Magni Global Asset Management, using the innovative and unique intellectual property of the Caux Round Table for Moral Capitalism, has measured the companies on the S&P 500 Index for quality risk-management of stakeholder relationships. The measurement process looks at how a company engages with each stakeholder constituency. The quality of performance in each engagement category reflects an accepted standard of good conduct. Now, such standards cannot just be made upon the spot, the result of irrationalities, emotions, prejudices, ignorance, or supine negligence. Such standards must be grounded on experience and acceptable idealism. Such standards must reflect the ethics of human aspirations — our moral sense — to avoid exploitation and short-sightedness. Such standards must inform self- interest with concern for virtue. Here is where religion can come to the aid of investors. Few investors consciously link their faith with their investing. Our modern culture of capitalism and finance accepts the premise that one cannot serve “both God and Mammon”. This secular culture also separates norms from facts and using monetary nominalism to measure all values. Religion inculcates virtue and sets standards of good conduct before us. Religion cares about social outcomes and the sustainability of our well-being. Religion in its ideals seeks to promote and preserve our self- worth and our capacity for living well with others.

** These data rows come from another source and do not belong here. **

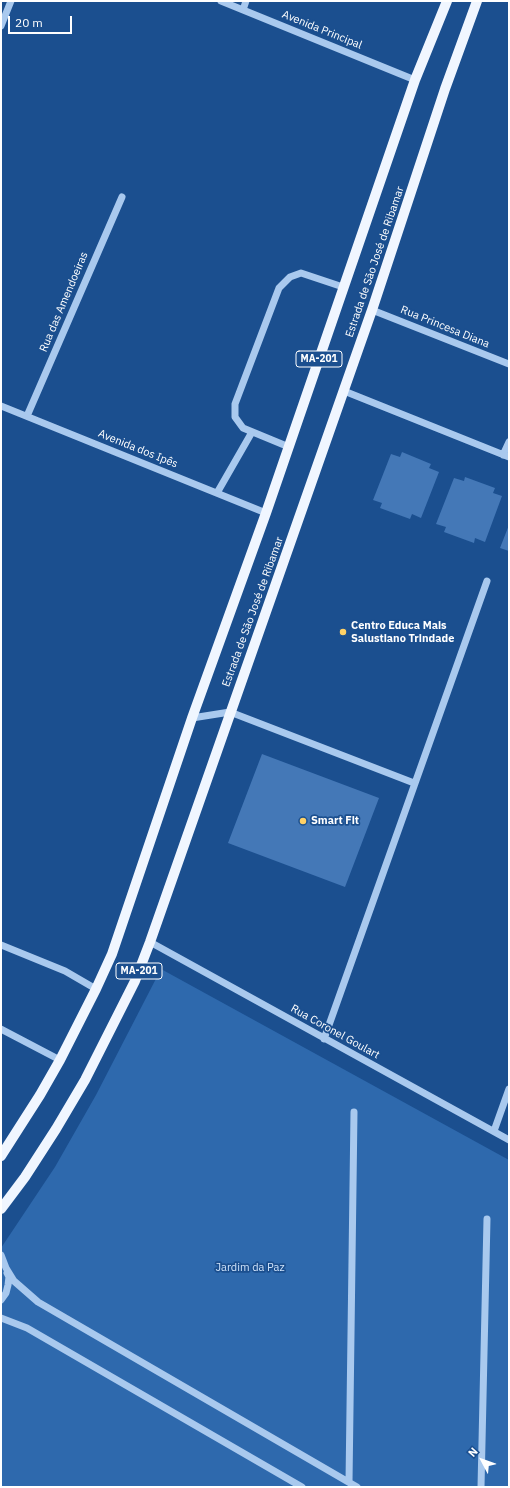 <!DOCTYPE html>
<html>
<head>
<meta charset="utf-8">
<style>
	body { margin:0 }
	#map { position:relative; width:510px; height:1488px; overflow:hidden; background:#1b4f8f; font-family:"IBM Plex Sans",sans-serif }
	canvas { display:block }
	.frame { position:absolute; inset:0; border:2px solid #fff; pointer-events:none }
	.north { position:absolute; left:462px; top:1440px; width:40px; height:40px; -webkit-text-stroke:3px #1b4f8f; paint-order:stroke; rotate:311deg; font-size:11px; font-weight:700; line-height:16px; text-align:center; color:#fff }
	.north::after { content:''; display:block; margin:auto; width:14px; height:18px; background:#fff; clip-path:polygon(50% 0,100% 100%,50% 72%,0 100%) }
	.scale { position:absolute; left:8px; top:16px; width:64px; height:18px; box-sizing:border-box; border:2px solid #fff; border-top:0; padding-left:5px; font-size:12px; line-height:14px; white-space:nowrap; color:#fff; -webkit-text-stroke:3px #1b4f8f; paint-order:stroke }
</style>
</head>
<body>
<div id="map">
<canvas width="510" height="1488"></canvas>
<div class="frame"></div>
<div class="north">N</div>
<div class="scale">20 m</div>
</div>
<script>
const ctx = document.querySelector('canvas').getContext('2d');
ctx.lineJoin = 'round';
function fill(path, color) { ctx.fillStyle = color; ctx.fill(path, 'evenodd'); }
const toPath = rows => new Path2D(rows.map(r => 'M' + r).join(''));
function trace(path, color, width, dash) { ctx.strokeStyle = color; ctx.lineWidth = width; ctx.lineCap = dash ? 'butt' : 'round'; ctx.setLineDash(dash || []); ctx.stroke(path); }
function label(font, color, halo, rows, align = 'center') {
  ctx.font = font + ' "IBM Plex Sans",sans-serif'; ctx.lineWidth = 3.5; ctx.setLineDash([]); ctx.textBaseline = 'middle'; ctx.strokeStyle = halo; ctx.fillStyle = color; for (const [text, x, y, turn = 0] of rows) {
    ctx.save(); ctx.translate(x, y); ctx.rotate((+turn || 0) * Math.PI / 180); ctx.textAlign = isNaN(turn) ? turn : align; if (halo) ctx.strokeText(text, 0, 0); ctx.fillText(text, 0, 0); ctx.restore();
  }
}
const green = toPath([
	[161,969,509,1160,509,1487,1,1487,1,1248,55,1167,96,1095]
]);
const building = toPath([
	[402,452,431,464,429,468,439,472,421,518,412,514,410,519,380,508,382,503,373,500,391,454,400,457],
	[465,477,495,488,493,493,502,496,485,542,475,538,474,543,444,532,446,527,436,524,454,478,464,481],
	[509,525,509,551,500,548],
	[262,754,379,798,345,887,228,843]
]);
const minor = toPath([
	[221,1,415,80],
	[243,10,246,1],
	[1,26,11,1],
	[372,310,509,364],
	[344,391,509,457],
	[1,406,266,513],
	[27,416,122,197],
	[289,447,243,428,235,417,235,404,279,288,290,277,301,273,343,287],
	[503,455,509,442],
	[217,493,252,432],
	[192,718,230,712,414,783],
	[150,942,509,1140],
	[1,945,65,971,96,989],
	[1,1029,60,1060],
	[324,1039,487,581],
	[494,1131,509,1089],
	[1,1255,6,1268,14,1281,38,1302,357,1487],
	[1,1300,6,1293,8,1285,9,1277,7,1273],
	[1,1318,27,1328,302,1487],
	[349,1482,354,1112],
	[481,1487,487,1219]
]);
const major = toPath([
	[1,1156,40,1095,60,1060,96,989,112,954,192,718,266,513,415,80,447,1],
	[1,1209,25,1177,56,1129,85,1080,135,981,150,942,372,310,445,89,477,1]
]);
const markers = [
	[343,632,4,"#ffd166"],
	[303,821,4,"#ffd166"]
];
const shields = [
	[319,359,46],
	[139,971,46]
];
const shieldNames = [
	["MA-201",319,359],
	["MA-201",139,971]
];
const streetNames = [
	["Avenida Principal",322,30,22],
	["Estrada de São José de Ribamar",375,262,-71],
	["Rua das Amendoeiras",64,302,-67],
	["Rua Princesa Diana",445,327,22],
	["Avenida dos Ipês",138,449,22],
	["Estrada de São José de Ribamar",253,612,-70],
	["Rua Coronel Goulart",335,1032,29]
];
const poiNames = [
	["Centro Educa Mais",351,626],
	["Salustiano Trindade",351,639],
	["Smart Fit",311,821]
];
const parkNames = [
	["Jardim da Paz",250,1268]
];
fill(green, '#2e69ad');
fill(building, '#4478b7');
trace(minor, '#a9c9ee', 7);
trace(major, '#f0f6ff', 10);
for (const [x, y, r, color] of markers) { const dot = new Path2D(); dot.arc(x, y, r, 0, 2 * Math.PI); ctx.fillStyle = color; ctx.fill(dot); trace(dot, '#1b4f8f', 1.5); }
for (const [x, y, w] of shields) { const box = new Path2D(); box.roundRect(x - w / 2, y - 8, w, 16, 3); ctx.fillStyle = '#1b4f8f'; ctx.fill(box); trace(box, '#fff', 1); }
label('bold 10px', '#fff', null, shieldNames);
label('11px', '#fff', '#1b4f8f', streetNames);
label('bold 11px', '#fff', '#1b4f8f', poiNames, 'left');
label('11px', '#cfe3fa', '#1b4f8f', parkNames);
</script>
</body>
</html>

The Caux Round Table for Moral Capitalism studied the teachings of many religions for their insights and guidance on how to govern ourselves well in our economic undertakings. Social teachings for application in our daily lives were found in the Catholic faith from Papal encyclicals, in Islam from revelations in Qur’an, and in Judaism from the specific Halacha rules provided by the Talmud.
Thus, companies can be separately measured for the quality of their risk-management according to Catholic, Islamic and Jewish social teachings.
Such quality measurements of companies provide, for the first time, a consistent, systemic alternative to market valuations.
The Caux Round Table assessment criteria for companies is far more strategic than any ESG investment alternative. ESG is really only a mantra, a slogan, for virtue signaling. It is a generic ideal like “ethical business”, “socially responsible investment” (SRI) or “corporate social responsibility” (CSR). ESG as a philosophy has no metrics which can be applied consistently across industries and companies. What counts for high quality “S” (social) or “G” (Governance) for any analyst may not be of interest to another.
But a systematic assessment of risk-management by stakeholder constituency against universal norms of valued behaviors as used by the Caux Round Table metrics provides rigor and reliable comparative data.
Using such religious social teachings, moreover, allows faithful followers to invest in companies that are more likely than not to make the world better from the perspective of each respective faith. The faithful can then obtain what is not available anywhere else: satisfaction that they are working for themselves and, more importantly, they are advancing companies that are shepherding a more sustainable and humane global community.